The cooling measures are here to curb the property prices as the past few years, the property prices have been on the increasing side. This definitely dampen the property buying and investing mood in Singapore. Let’s read how the the experts have to say about the ease of cooling measures.

Singapore house prices have been dropping over the past 11 straight quarters, its longest losing streak.

Research Head at JLL Southeast Asia, Dr Chua Yang Liang, said the possible retrieval range will probably be driven mainly by a pick-up in the prime residential marketplace, and in line with GDP increase.

“(Singapore’s home costs) are close to a trough with economic conditions steady and physical marketplace states balancing …
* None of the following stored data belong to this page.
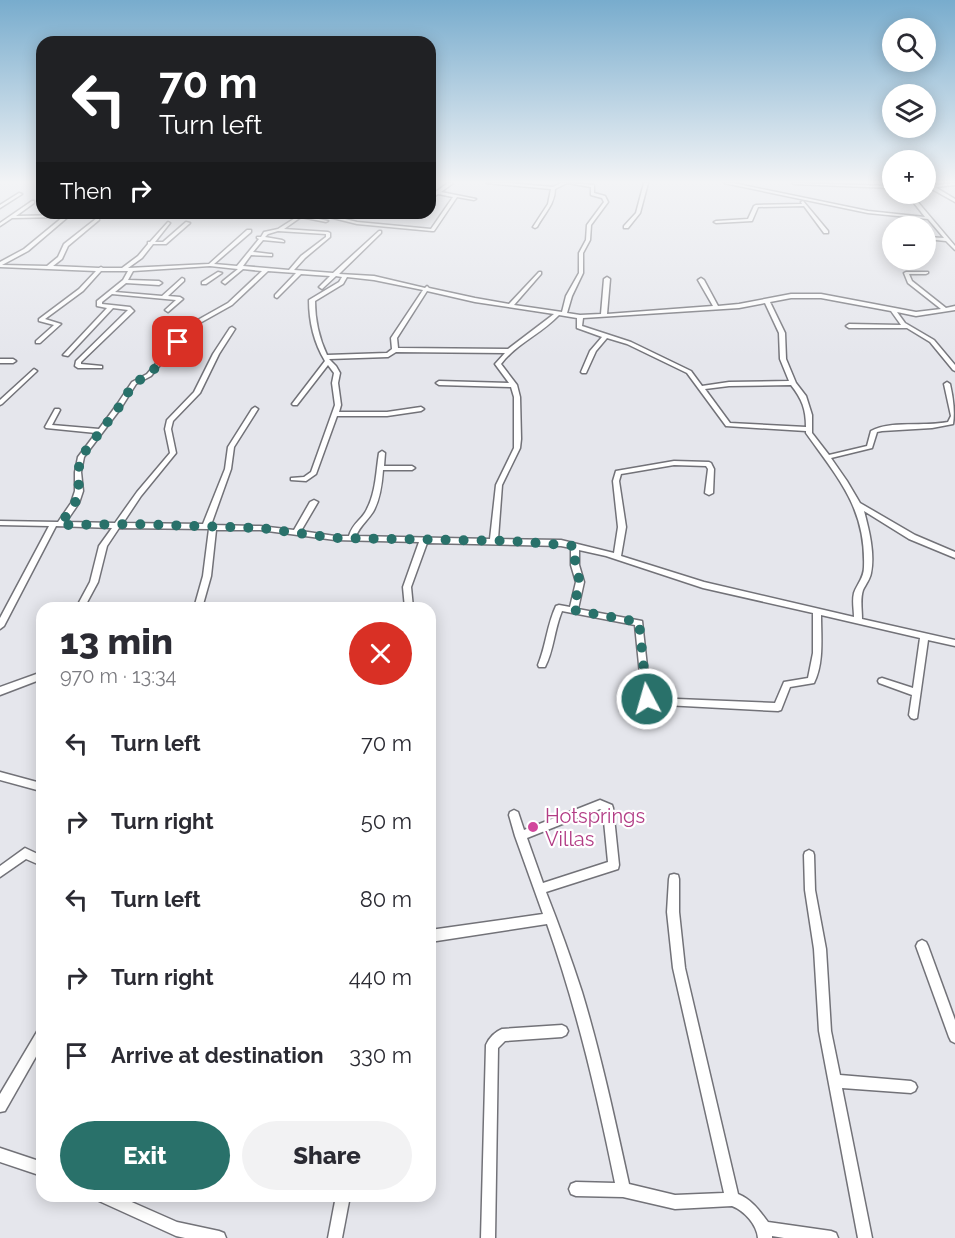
<!DOCTYPE html>
<html lang="en">
<head>
<meta charset="utf-8">
<style>
  body { margin:0; font-family:Raleway,sans-serif; background:#f2f2f3; color:#2b2b33; height:100vh; display:flex; flex-direction:column; font-size:22px; white-space:nowrap }
  * { box-sizing:border-box; margin:0 }
  p { font-size:20px; color:#7c7c81 }
  .icon { flex:none; width:33px; height:33px; fill:none; stroke:currentColor; stroke-width:2; stroke-linecap:round; stroke-linejoin:round }
  .map { position:relative; flex:1; overflow:hidden }
  .side { position:absolute; left:36px; top:602px; width:400px; height:600px; display:flex; flex-direction:column; background:#fff; border-radius:18px; box-shadow:0 3px 15px #0003 }
  .side>* { flex:none }
  .banner { position:absolute; left:36px; top:36px; width:400px; height:183px; border-radius:18px; box-shadow:0 3px 15px #0003; background:#202124; color:#fff; overflow:hidden }
  .buttons { position:absolute; left:882px; top:18px; display:grid; gap:12px }
  .buttons a { display:grid; place-items:center; width:54px; height:54px; border-radius:50%; background:#fff; box-shadow:0 3px 15px #0003; font-size:30px }
  .pin { position:absolute; display:grid; place-items:center; width:51px; height:51px; color:#fff; margin:-26px; border-radius:12px; box-shadow:0 3px 9px #0006 }
  .me { position:absolute; width:66px; margin:-33px; rotate:354deg; stroke-linejoin:round; filter:drop-shadow(0 0 4px #0008) }
  .turn { display:flex; align-items:center; gap:21px; height:126px; padding:0 24px; font-size:27px }
  .turn .icon { width:78px; height:78px; stroke-width:2.5 }
  .turn b { display:block; font-size:42px; line-height:51px }
  .then { display:flex; align-items:center; height:57px; padding:0 24px; background:#0003; gap:12px; font-size:22px }
  .round { display:grid; place-items:center; flex:none; width:63px; height:63px; border-radius:32px; background:#f2f2f3 }
  .headline { display:flex; align-items:center; justify-content:space-between; height:102px; padding:0 24px }
  h1 { font-size:36px; font-weight:800; line-height:45px }
  .primary-button { display:flex; gap:12px; margin-top:auto; padding:12px 24px }
  .primary-button a { flex:1; height:69px; border-radius:36px; background:#29716a; color:#fff; font-size:24px; font-weight:800; line-height:69px; text-align:center }
  .primary-button a+a { background:#f2f2f3; color:#2b2b33 }
  ul { padding:0; list-style:none }
  li { display:flex; align-items:center; gap:18px; height:78px; padding:0 24px }
  li div { flex:1 }
  li b { display:block; font-size:22px }
  li em { font-style:normal }
  .map>svg:first-child { display:block }
</style>
</head>
<body>
<div class="map">
<svg width="955" height="1238" viewBox="0 0 955 1238">
  <rect width="100%" height="100%" fill="#e5e6ec"/>
  <g fill="none" stroke-linecap="round" stroke-linejoin="round">
    <defs>
      <g id="street">
        <polygon points="448,183 453,183 441,192 476,199 474,200 457,197 434,231 432,231 357,224 313,213 321,213 357,222 431,229 453,197 438,194 430,199 430,196"/>
        <path d="M487,183H508L553,187L561,183H567L555,189C555,204 544,214 537,227L535,228L533,227L548,204L551,189Z"/>
        <path d="M567,183L594,185V193L605,196L608,202L591,225L590,240L583,253V273L572,296L567,313L580,315L601,314L604,279L607,277L610,279L607,314L713,306L698,280L701,278L704,280L718,306L739,304L791,294H821L916,312L941,309L908,283L904,273L906,272H928V273L926,274H909L912,281L946,308L955,306V310L916,316L897,312L905,323L934,340L955,365V371L953,370L930,342L907,328H849L846,326L849,324L901,325L891,311L821,298H791L770,302L785,333L786,359L796,383L806,396L812,415V433L829,455L867,446L871,431C890,420 925,427 948,422L951,416L944,384L947,382L950,384C953,397 955,412 953,424L932,428L882,431L877,432L872,448L831,458L847,481L860,503L915,535L955,552V558L909,539L864,511C869,530 875,553 871,573C870,579 866,584 863,590C860,599 862,609 862,619L955,640V646L928,640L917,718L914,719L911,718L909,715L912,695L879,683L878,681L879,679L882,678L913,688L920,638L821,615C821,637 824,663 814,683L790,687L781,710L778,711L646,704L642,694L635,625L562,611C554,630 554,650 545,667H539L538,665C546,646 547,625 556,606L559,605L570,607L576,582L571,565V548L561,546L427,543L411,587L413,608H405L403,587L419,542L335,540L260,530H216L211,576L202,608H194L203,576L209,529L119,528L107,546L98,582L84,608H76L90,582L99,546L112,528L56,526L4,626L0,629V618L49,526L0,525V521L58,522L71,503L75,491V472L78,457L96,433L46,428L45,427L55,409H59L60,410L52,425L99,429L116,406L132,382L147,374L187,326L228,303L262,271L243,269L225,284L222,282L223,281L238,269L210,266L133,271L128,280L159,281L162,283L159,285L126,283L115,292L162,296L182,278L184,279V281L168,296L180,297L183,299L168,312L165,310L176,300L112,294L102,302V304L130,307L134,311L81,362V364L102,366V368H78L75,366L76,361L128,310L113,308L68,356L63,355L107,308L97,306V301L123,280L128,271H101L83,291L45,319L61,324L40,343H36V341L54,325L39,321V319L79,289L96,271L0,267V262L24,249L63,217L12,218L0,226V223L32,201H34V203L16,216L67,215L69,216L28,251L2,265L47,266L58,257L64,244L97,218H99V220L68,246L62,259L53,266L99,268L101,267L103,268H122L138,256L148,244V242H150L168,222L170,223L155,242H163L186,222L190,223L166,244H153L142,258L128,268L209,264L247,230H251V232L214,264L237,266L259,239L257,238V237H261L264,232L278,229L300,215L328,221L326,222L301,217L284,229L328,232L330,233V237L305,258L294,270L333,273L379,231H381V233L339,274L374,276L425,288L427,286L429,288L475,298L509,304L539,272H541V274L514,305L562,312L566,296L579,273V253L586,240L587,225L604,202L602,198L591,195V187ZM278,231L326,234V237L301,256L289,270L243,266L251,255L272,256V254H270L253,252L263,240L284,242V241L282,240L265,237L268,234ZM268,271L296,273L275,295V297L277,298L301,274L330,276L319,287L322,289L336,276L342,277L339,282L309,300C309,321 314,343 325,361L292,404L293,405H297L328,365L334,373L332,383L335,405L311,472L304,477L291,478V480L306,481L316,474L337,416H387L421,411L424,409L421,407L387,412H339L341,405L338,383L340,373L336,366L329,359L388,357L396,352L505,353L495,364L509,383L439,381L436,383L439,385L511,387L514,397V448L496,485L490,539L356,536C360,526 367,521 373,512C380,500 382,484 383,470H412L415,468L412,466H384L385,453L382,451L379,453C376,471 376,492 367,509C362,520 353,522 349,536H335L301,531L318,502L314,500L310,502L294,530L260,526L211,525L231,469L234,447L258,409L255,407L252,409L228,447L225,469L203,524L123,523L141,496L176,453L171,429L173,421L200,393L219,354L235,329L232,327L230,328L213,354L194,392L167,420L165,429L170,453L137,492L115,523L66,522L79,503L83,491L81,472L84,457L121,408L136,384L151,376L191,328L232,305ZM347,277L374,280L423,290L391,338L392,349L387,353L327,355C319,338 315,320 315,301L343,284ZM427,291L475,302L554,314L508,349L398,348L397,338ZM765,303L779,333L780,359L789,381L729,382L702,386L691,371L631,342L582,326L583,318L739,308ZM559,315L577,318V328L602,337L590,351L581,372L582,373H586L596,351L607,338L627,344L687,373L726,426L806,431V433C838,478 866,508 864,567C864,578 857,584 854,593C852,601 854,609 854,617L704,582L621,556L626,527L619,481L621,474L674,465L706,466L708,469L705,493L709,495L713,493L714,469L711,463L709,462L674,461L616,471L613,481L618,527L614,553L561,540L498,539L502,485L520,448L521,439L520,397L517,385L501,364C516,344 541,334 559,315ZM791,385C802,399 806,409 806,427L730,423L705,389L729,386ZM579,550L606,556L703,588L813,613V653L808,678L784,682L775,703L652,698L650,694L642,621L578,609L584,582L579,565Z"/>
        <polygon points="644,183 648,183 640,213 628,228 624,228 624,226 636,213"/>
        <polygon points="724,183 733,183 868,211 925,217 907,194 911,194 955,246 955,250 946,241 926,239 926,237 944,238 928,219 868,213"/>
        <polygon points="792,183 892,186 892,188 794,184"/>
        <polygon points="955,183 955,185 935,187 955,199 955,202 930,188 926,188 926,186"/>
        <polygon points="19,193 22,194 0,208 0,205"/>
        <polygon points="803,201 828,231 828,233 824,233 804,206 758,207 752,221 716,223 714,222 716,221 748,219 754,206 756,205 802,204 801,202"/>
        <polygon points="218,272 222,273 206,284 202,284 202,282"/>
        <polygon points="0,359 13,359 16,361 13,363 0,363"/>
        <polygon points="34,369 37,371 36,372 2,404 0,405 0,400"/>
        <polygon points="42,672 42,679 0,695 0,687"/>
        <polygon points="0,772 37,782 40,783 42,786 40,789 37,790 0,780"/>
        <path d="M600,800L612,805L613,808L619,865L618,869L546,892C559,925 571,958 582,992C601,1055 615,1120 629,1184L675,1195L724,1193L673,968L667,912L669,879L670,875L674,874L678,875L679,879V912L685,968L738,1194C752,1200 759,1210 768,1222L831,1231L836,1233L838,1238H784L772,1236V1238H758C757,1225 745,1211 732,1206L675,1209L623,1197L576,1196L571,1194L569,1189L571,1184L576,1182L615,1183C597,1095 577,1009 547,924L430,942V930L543,914L515,836L509,815L510,812L514,810L518,812L524,830ZM600,809L603,811L608,862L543,883L527,838Z"/>
        <polygon points="25,848 42,856 42,866 26,859 0,877 0,866"/>
        <polygon points="809,850 813,852 814,855 815,890 826,949 831,1031 840,1075 911,1081 915,1083 917,1087 915,1091 911,1093 842,1088 872,1238 858,1238 819,1031 814,949 805,890 804,855 805,852"/>
        <polygon points="922,940 926,942 928,946 955,1020 955,1043 951,1041 949,1037 916,946 918,942"/>
        <path d="M562,1025L566,1027L568,1031L566,1035L562,1037L505,1041L498,1048L495,1238H481L486,1045C489,1038 495,1032 502,1029Z"/>
        <polygon points="42,1028 42,1046 5,1111 0,1112 0,1094 38,1030"/>
        <polygon points="0,1148 42,1162 42,1176 0,1162"/>
        <polygon points="97,1196 118,1196 177,1222 219,1231 224,1233 226,1238 185,1238 176,1236 99,1201"/>
        <polygon points="336,1196 350,1196 342,1238 328,1238"/>
      </g>
    </defs>
    <use href="#street" stroke="#727278" stroke-width="3"/>
    <use href="#street" fill="#fff" fill-rule="evenodd"/>
  </g>
  <linearGradient id="sky" x2="0" y2="1"><stop stop-color="#78accd"/><stop offset="0.51" stop-color="#f3f4f6"/><stop offset="1" stop-color="#f3f4f6" stop-opacity="0"/></linearGradient>
  <rect width="955" height="357" fill="url(#sky)"/>
  <g fill="none" stroke-linecap="round" stroke-linejoin="round">
    <polyline stroke="#29716a" stroke-width="10" stroke-dasharray="0 18" points="178,342 149,375 134,383 119,407 81,457 78,472 79,491 75,503 60,525 132,524 260,528 335,538 512,541 575,546 575,565 580,582 573,610 639,622 647,699"/>
  </g>
  <circle fill="#d1479c" stroke="#fff" stroke-width="2" cx="533" cy="827" r="6"/>
  <g text-anchor="middle" dominant-baseline="central" stroke-width="4.5" stroke-linejoin="round" paint-order="stroke">
    <g font-size="20" fill="#b23c85" stroke="#fff" text-anchor="start">
      <text x="545" y="816">Hotsprings<tspan x="545" dy="23">Villas</tspan></text>
    </g>
  </g>
</svg>
<div class="buttons">
<a><svg class="icon" aria-label="search" viewBox="0 0 24 24"><circle cx="10" cy="10" r="6"/><path d="M15 15l6 6"/></svg></a>
<a><svg class="icon" aria-label="layers" viewBox="0 0 24 24"><path d="M12 4l9 5-9 5-9-5zM3 14l9 5 9-5"/></svg></a>
<a>+</a>
<a>−</a>
</div>
<div class="pin" style="left:178px;top:342px;background:#d93025"><svg class="icon" aria-label="arrive" viewBox="0 0 24 24"><path d="M6 21V4h12l-3 4 3 4H6"/></svg></div>
<svg class="me" style="left:647px;top:699px" viewBox="-20 -20 40 40"><circle r="17" fill="#29716a" stroke="#fff" stroke-width="3"/><path d="M0-11L8 9 0 5-8 9z" fill="#fff"/></svg>
<div class="banner">
<div class="turn"><svg class="icon" aria-label="left" viewBox="0 0 24 24"><path d="M17 20v-9H6M10 6l-5 5 5 5"/></svg><div><b>70 m</b>Turn left</div></div>
<div class="then">Then<svg class="icon" aria-label="right" viewBox="0 0 24 24"><path d="M7 20v-9h11M14 6l5 5-5 5"/></svg></div>
</div>
<section class="side">
<div class="headline"><div><h1>13 min</h1><p>970 m · 13:34</p></div><a class="round" style="background:#d93025;color:#fff"><svg class="icon" aria-label="close" viewBox="0 0 24 24"><path d="M6 6l12 12M18 6L6 18"/></svg></a></div>
<ul>
<li><svg class="icon" aria-label="left" viewBox="0 0 24 24"><path d="M17 20v-9H6M10 6l-5 5 5 5"/></svg><div><b>Turn left</b></div><em>70 m</em></li>
<li><svg class="icon" aria-label="right" viewBox="0 0 24 24"><path d="M7 20v-9h11M14 6l5 5-5 5"/></svg><div><b>Turn right</b></div><em>50 m</em></li>
<li><svg class="icon" aria-label="left" viewBox="0 0 24 24"><path d="M17 20v-9H6M10 6l-5 5 5 5"/></svg><div><b>Turn left</b></div><em>80 m</em></li>
<li><svg class="icon" aria-label="right" viewBox="0 0 24 24"><path d="M7 20v-9h11M14 6l5 5-5 5"/></svg><div><b>Turn right</b></div><em>440 m</em></li>
<li><svg class="icon" aria-label="arrive" viewBox="0 0 24 24"><path d="M6 21V4h12l-3 4 3 4H6"/></svg><div><b>Arrive at destination</b></div><em>330 m</em></li>
</ul>
<div class="primary-button"><a>Exit</a><a>Share</a></div>
</section>
</div>
</body>
</html>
Meanwhile, increase in demand within the mass market section will continue to be slow, with sluggish cost adjustments contemplating supply overhang and the policy measures. Chua also anticipates the residential rental market to stay soft.

The government has been unwilling to revoke the property cooling measures, despite continued calls from property developers and realtors for the measures to be facilitated.

Singapore saw private home costs soar by more than 60 percent following the 2009 International Financial Catastrophe to peak in Q3 2013.

However, property specialists will not anticipate the property cooling measures to be facilitated soon.

I believe the first will be 2017 because we’ven’t quite achieved the double digit cost correction that they need,” said Head, Selena Ling, Treasury Research and Strategy, OCBC.

DId you know Straits Mansions is the next upcoming landed that is going to launch soon?

URA flash estimates released this month show the private residential property price index fell by 0.4 percent in Q2, a little improvement from the 0.7 percent decline shown in the first quarter.

To conclude, personally we feel that the cooling measures only affect the private sectors especially the resale market. New launch projects are still seeing healthy take up rate, like the Gem Residences which took a 51% sold out during the first day of launch!